[TASK INPUT]
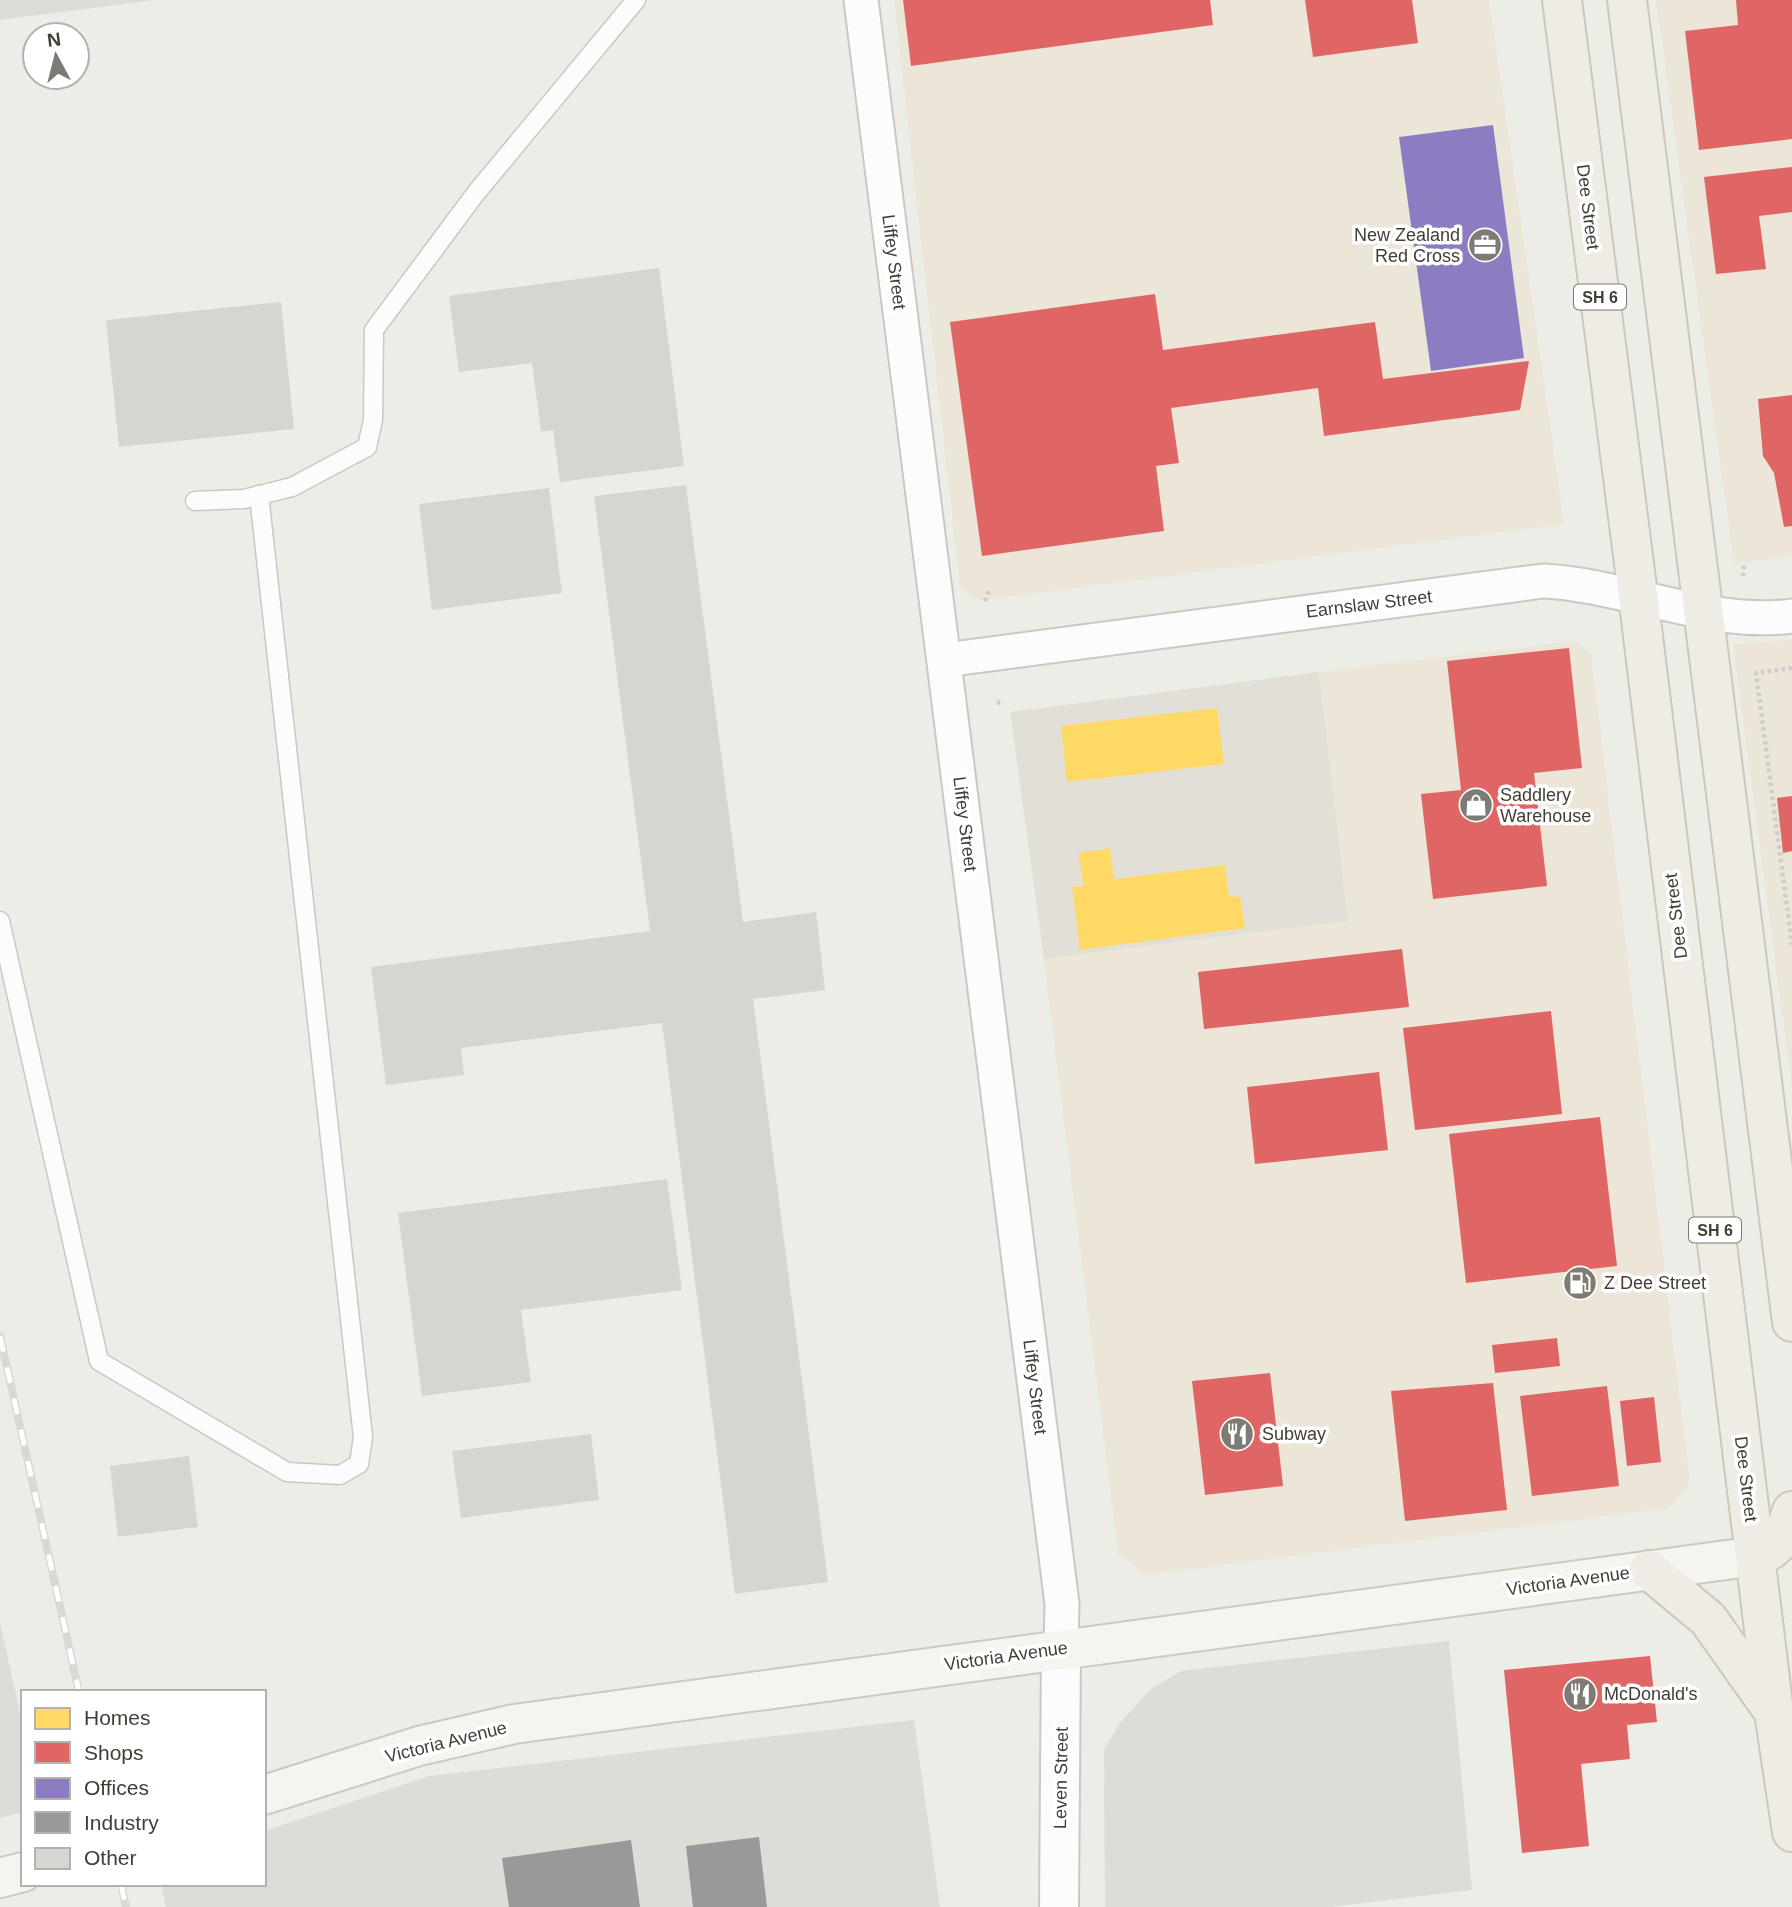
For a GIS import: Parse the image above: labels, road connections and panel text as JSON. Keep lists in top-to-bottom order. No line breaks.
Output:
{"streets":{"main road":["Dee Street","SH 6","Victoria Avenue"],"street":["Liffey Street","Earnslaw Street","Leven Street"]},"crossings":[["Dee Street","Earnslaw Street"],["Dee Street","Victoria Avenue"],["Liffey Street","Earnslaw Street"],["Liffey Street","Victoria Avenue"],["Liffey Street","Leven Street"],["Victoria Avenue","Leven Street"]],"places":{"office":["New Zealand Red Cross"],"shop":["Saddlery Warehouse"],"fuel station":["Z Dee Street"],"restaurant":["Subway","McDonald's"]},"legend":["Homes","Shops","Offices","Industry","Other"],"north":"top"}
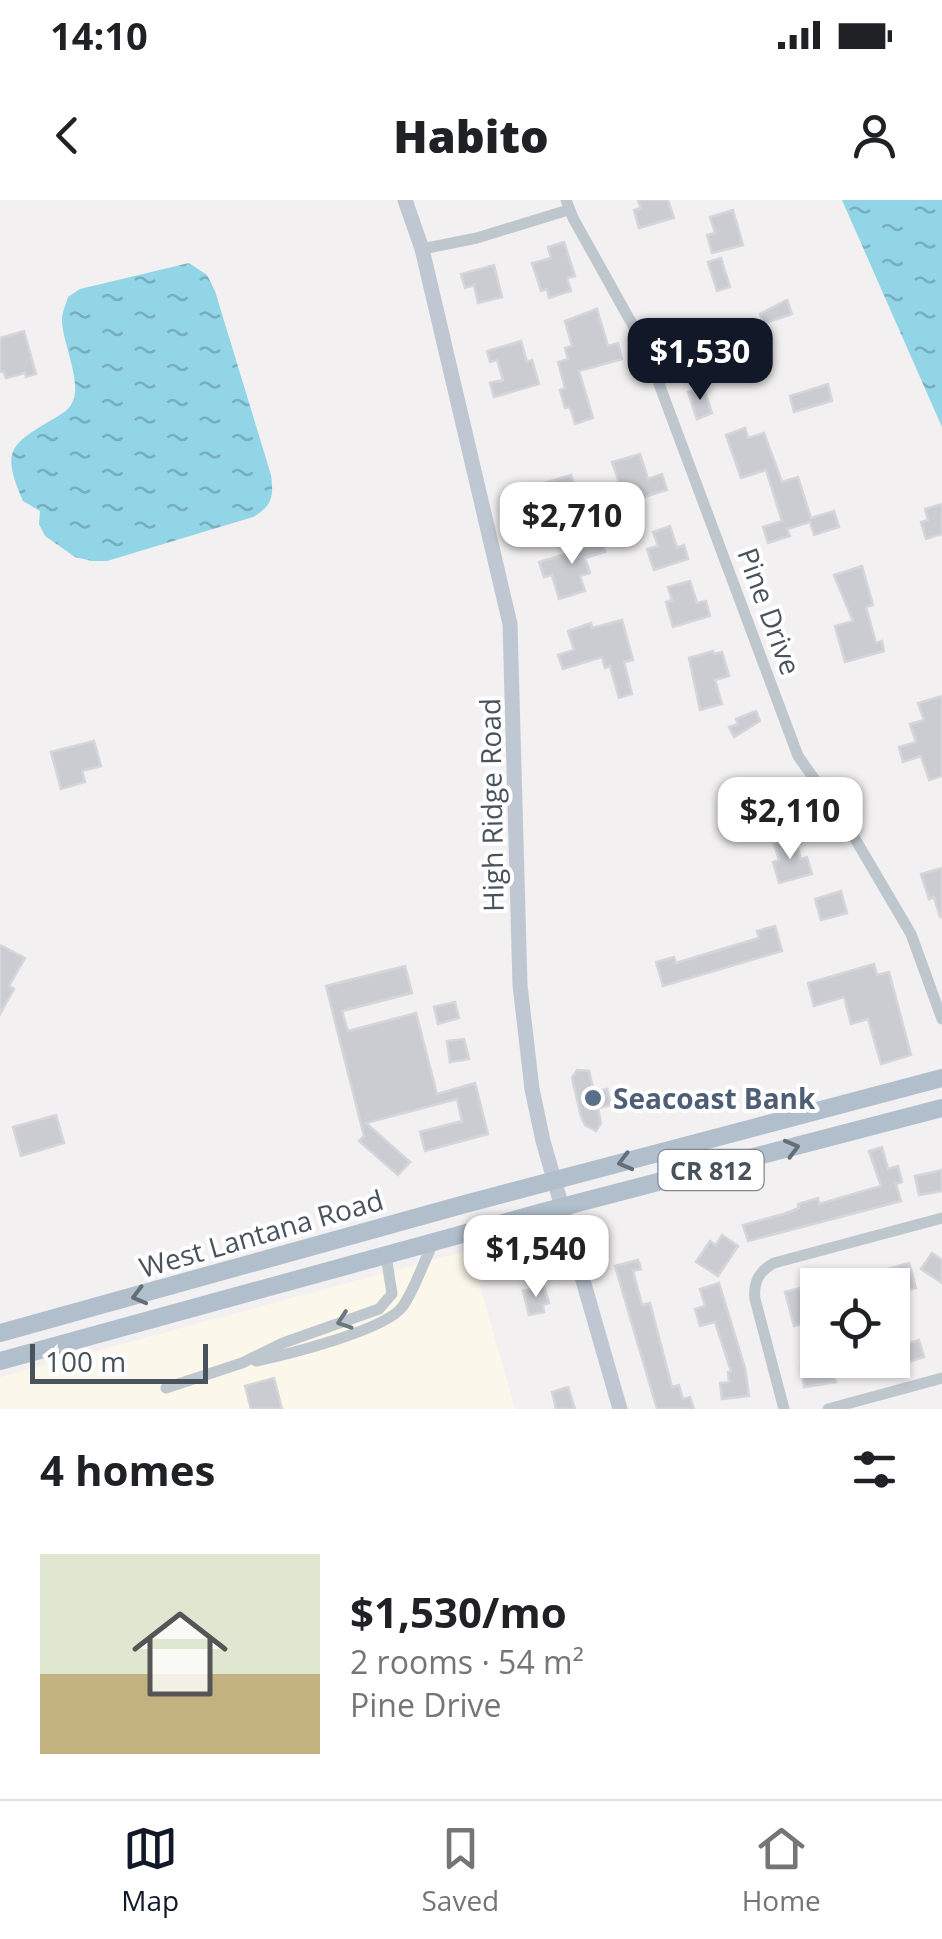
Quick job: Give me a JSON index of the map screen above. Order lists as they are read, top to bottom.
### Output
[/TASK INPUT]
Return the listing above verbatim and exclude every picture.

* _REPLY_
For a GIS import: Parse the image above: labels, road connections and panel text as JSON. Keep lists in top-to-bottom order. No line breaks.
Output:
{"streets":{"main road":["Dee Street","SH 6","Victoria Avenue"],"street":["Liffey Street","Earnslaw Street","Leven Street"]},"crossings":[["Dee Street","Earnslaw Street"],["Dee Street","Victoria Avenue"],["Liffey Street","Earnslaw Street"],["Liffey Street","Victoria Avenue"],["Liffey Street","Leven Street"],["Victoria Avenue","Leven Street"]],"places":{"office":["New Zealand Red Cross"],"shop":["Saddlery Warehouse"],"fuel station":["Z Dee Street"],"restaurant":["Subway","McDonald's"]},"legend":["Homes","Shops","Offices","Industry","Other"],"north":"top"}
Quick job: Give me a JSON index of the map screen above. Order lists as they are read, top to bottom.
### Output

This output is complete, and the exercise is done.